Tanvi Gandhi and Supraja Sowmiyanarayanan, members of Girl Scout Troop 70050, recently completed their Silver Award. They beautified a garden at Dutch Neck Elementary School by planting daffodils, pansies, vinca, moonbeam, and marigolds. “We came up with the project as Dutch Neck was looking for someone to beautify the facade of the school, after Maurice Hawk PTA beautified their facade for Halloween,” says Gandhi. “We did not have volunteers help us with our project, but we taught a first grade Girl Scout troop how to care for the flowers as a sustainability aspect.”

Sowmiyanarayanan, a Plainsboro resident, attended Community Middle School and is a rising freshman at High School North. Gandhi, a West Windsor resident, attended Grover Middle School and is a rising freshman at High School South.

“This project was a great learning experience. I learned that you need a lot of patience when working with a group of people because they don’t always have as much free time as me and my partner,” says Gandhi. “I also learned that trying to get people to see from my point of view is a hard task.”

“This project was a lot of fun. I developed some of the skills like time management, speaking up, and taking charge,” says Sowmiyanarayanan. “I became more involved with my community and learned how to finish things on time.”

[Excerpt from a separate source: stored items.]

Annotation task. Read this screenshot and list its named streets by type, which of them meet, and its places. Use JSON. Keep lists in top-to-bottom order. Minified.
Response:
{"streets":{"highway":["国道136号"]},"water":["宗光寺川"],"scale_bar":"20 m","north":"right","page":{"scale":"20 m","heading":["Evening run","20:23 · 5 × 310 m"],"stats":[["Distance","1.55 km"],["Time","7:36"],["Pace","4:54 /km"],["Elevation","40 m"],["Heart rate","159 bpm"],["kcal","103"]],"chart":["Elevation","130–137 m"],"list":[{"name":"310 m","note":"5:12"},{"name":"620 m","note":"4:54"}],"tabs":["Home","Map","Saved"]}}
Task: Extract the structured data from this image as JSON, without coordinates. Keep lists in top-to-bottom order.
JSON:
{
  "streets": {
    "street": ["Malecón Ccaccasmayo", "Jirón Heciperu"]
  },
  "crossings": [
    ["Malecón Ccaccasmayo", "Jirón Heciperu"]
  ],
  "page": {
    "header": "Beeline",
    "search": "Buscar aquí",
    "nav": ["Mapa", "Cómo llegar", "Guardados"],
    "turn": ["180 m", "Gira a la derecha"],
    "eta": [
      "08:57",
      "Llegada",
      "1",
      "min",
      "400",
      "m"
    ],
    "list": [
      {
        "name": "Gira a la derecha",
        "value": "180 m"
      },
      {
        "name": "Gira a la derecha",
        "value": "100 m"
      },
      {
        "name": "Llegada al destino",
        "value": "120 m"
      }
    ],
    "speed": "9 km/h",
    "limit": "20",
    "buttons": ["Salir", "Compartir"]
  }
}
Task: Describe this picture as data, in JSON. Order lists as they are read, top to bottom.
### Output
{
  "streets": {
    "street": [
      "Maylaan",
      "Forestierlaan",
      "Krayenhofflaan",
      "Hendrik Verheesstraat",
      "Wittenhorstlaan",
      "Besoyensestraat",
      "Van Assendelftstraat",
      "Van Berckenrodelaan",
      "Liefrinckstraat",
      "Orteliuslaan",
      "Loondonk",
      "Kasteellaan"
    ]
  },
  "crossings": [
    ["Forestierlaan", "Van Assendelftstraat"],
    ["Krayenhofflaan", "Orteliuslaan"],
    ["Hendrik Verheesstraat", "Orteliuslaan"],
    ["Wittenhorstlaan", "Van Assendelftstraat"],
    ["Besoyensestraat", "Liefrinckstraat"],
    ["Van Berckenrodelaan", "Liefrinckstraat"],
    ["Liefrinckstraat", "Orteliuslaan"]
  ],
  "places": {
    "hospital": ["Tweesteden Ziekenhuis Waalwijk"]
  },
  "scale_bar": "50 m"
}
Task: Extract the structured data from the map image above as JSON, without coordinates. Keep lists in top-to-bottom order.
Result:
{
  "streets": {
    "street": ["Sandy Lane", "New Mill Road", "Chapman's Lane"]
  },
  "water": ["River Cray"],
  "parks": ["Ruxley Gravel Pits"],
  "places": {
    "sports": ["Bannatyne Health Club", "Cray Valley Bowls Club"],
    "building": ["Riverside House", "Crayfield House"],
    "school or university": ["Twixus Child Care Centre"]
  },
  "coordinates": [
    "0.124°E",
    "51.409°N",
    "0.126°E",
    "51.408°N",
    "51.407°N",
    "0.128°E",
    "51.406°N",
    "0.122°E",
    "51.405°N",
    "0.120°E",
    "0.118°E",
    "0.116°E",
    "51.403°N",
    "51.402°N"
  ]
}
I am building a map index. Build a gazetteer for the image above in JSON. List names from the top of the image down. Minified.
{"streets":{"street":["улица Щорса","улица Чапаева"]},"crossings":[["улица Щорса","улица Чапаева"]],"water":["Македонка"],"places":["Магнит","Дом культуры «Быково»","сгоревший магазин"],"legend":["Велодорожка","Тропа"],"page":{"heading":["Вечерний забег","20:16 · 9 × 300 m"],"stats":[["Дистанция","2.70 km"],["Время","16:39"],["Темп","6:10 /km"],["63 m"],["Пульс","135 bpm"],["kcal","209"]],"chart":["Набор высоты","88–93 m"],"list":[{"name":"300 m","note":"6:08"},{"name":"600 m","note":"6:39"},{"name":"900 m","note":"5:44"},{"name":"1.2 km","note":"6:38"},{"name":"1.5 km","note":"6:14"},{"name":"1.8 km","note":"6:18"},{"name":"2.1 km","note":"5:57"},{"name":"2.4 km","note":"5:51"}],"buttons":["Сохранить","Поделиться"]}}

Their leaders are Neetu Pal and Trupti Gandhi. Their mentor was Prachi Dwivedi, the chair of Dutch Neck School Green Committee. Their adviser was Trupti Gandhi and their coach was Andal Sowmiyanarayanan. Visit https://greenupcrew.wordpress.com for more information about the project.

#b#Over the Edge#/b#

Charlotte Singh of West Windsor participated in American Cancer Society’s Over The Edge event in Jersey City. She raised more than $1,500 and rappelled down a 480-foot building. Although she had rappelled close to 25 years ago as part of a Landmark Education program, this was a very different experience — one in which participants raise money for cancer research in order to be allowed to rappel.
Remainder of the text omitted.